Structure of the return value for Lua validators:

Each Lua validator script must define a validate_result() function, which returns a table with the following fixed structure: 

{
  status: "Warning" | "Info" | "Error" | "Success" | "Failed", -- Must be one of these values
  short_description: "Brief description of the result",        -- String
  full_description: "Detailed explanation of the result",      -- String
  recommendation: "Recommended remediation actions"            -- String
}

Adhering to this structure is critical, as the program core expects results in exactly this format to generate the report correctly. Deviations will result in errors during validation result processing.

locale_msg function

Validator Lua scripts can use the locale_msg(key) function to retrieve localized strings.

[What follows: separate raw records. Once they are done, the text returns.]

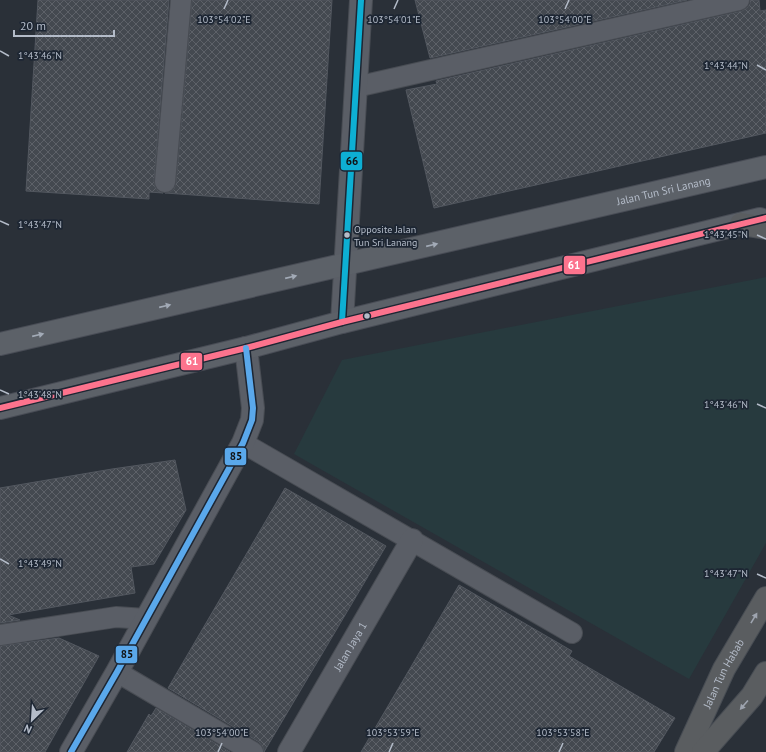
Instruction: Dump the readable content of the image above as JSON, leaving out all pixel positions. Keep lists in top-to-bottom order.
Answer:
{
  "streets": {
    "highway": ["Jalan Tun Habab"],
    "main road": ["Jalan Tun Sri Lanang"],
    "street": ["Jalan Jaya 1"]
  },
  "places": ["Opposite Jalan Tun Sri Lanang"],
  "lines": ["transit line 66", "transit line 61", "transit line 85"],
  "scale_bar": "20 m",
  "north": "bottom left",
  "coordinates": [
    "103°54'02\"E",
    "103°54'01\"E",
    "103°54'00\"E",
    "1°43'46\"N",
    "1°43'44\"N",
    "1°43'47\"N",
    "1°43'45\"N",
    "1°43'48\"N",
    "1°43'49\"N",
    "103°53'59\"E",
    "103°53'58\"E"
  ]
}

See the Localization section for more details.

Localization

The program supports localization of messages displayed in reports, allowing the output to be adapted for users who speak different languages.

locale_msg mechanism

Validator Lua scripts use the locale_msg(key) function to retrieve translated strings, where key is a string identifier for the message. For example, calling locale_msg("first") returns the string corresponding to the "first" key in the language specified via the --locale command-line argument. If localization files for the selected language are not found, or the key is missing, the fallback language is English.

Localization file format (.loc)

Localization files are plain text files with a .loc extension (e.g., en.loc, ru.loc). Each line in the file represents a message and follows this format: 

id,"message_key"

Examples:

  • localizations/ru.loc 

    # ru.loc
# --- validate_anon_extension.lua ---
1,"<p>Проверка предзагрузки расширений анонимизации (<code>anon</code> или <code>pg_anonymize</code>) через параметр <code>session_preload_libraries</code>.</p>"
2,"<p>Анализ <code>session_preload_libraries</code> для расширений анонимизации не был успешно завершен или расширения не найдены.</p>"
3,"<ul><li>Проверьте SQL-запрос и конфигурацию PostgreSQL (параметр <code>session_preload_libraries</code>).</li></ul>"
...
1674,"использование SSL"

  • localizations/en.loc 

    # en.loc
# --- validate_anon_extension.lua ---
1,"<p>Checking preload of anonymization extensions (<code>anon</code> or <code>pg_anonymize</code>) via the <code>session_preload_libraries</code> parameter.</p>"
2,"<p>Analysis of <code>session_preload_libraries</code> for anonymization extensions was not successfully completed or extensions were not found.</p>"
3,"<ul><li>Check the SQL query and PostgreSQL configuration (parameter <code>session_preload_libraries</code>).</li></ul>"
...
1674,"Ssl usage"

If the program is launched with the --locale ru argument, calling locale_msg("first") will return the string "first" in russian. The lookup mechanism is based on matching the string key passed to locale_msg with the second field in the localization file. The purpose of the numeric ID (e.g., 1) is currently not fully specified, but the string key is considered the primary identifier.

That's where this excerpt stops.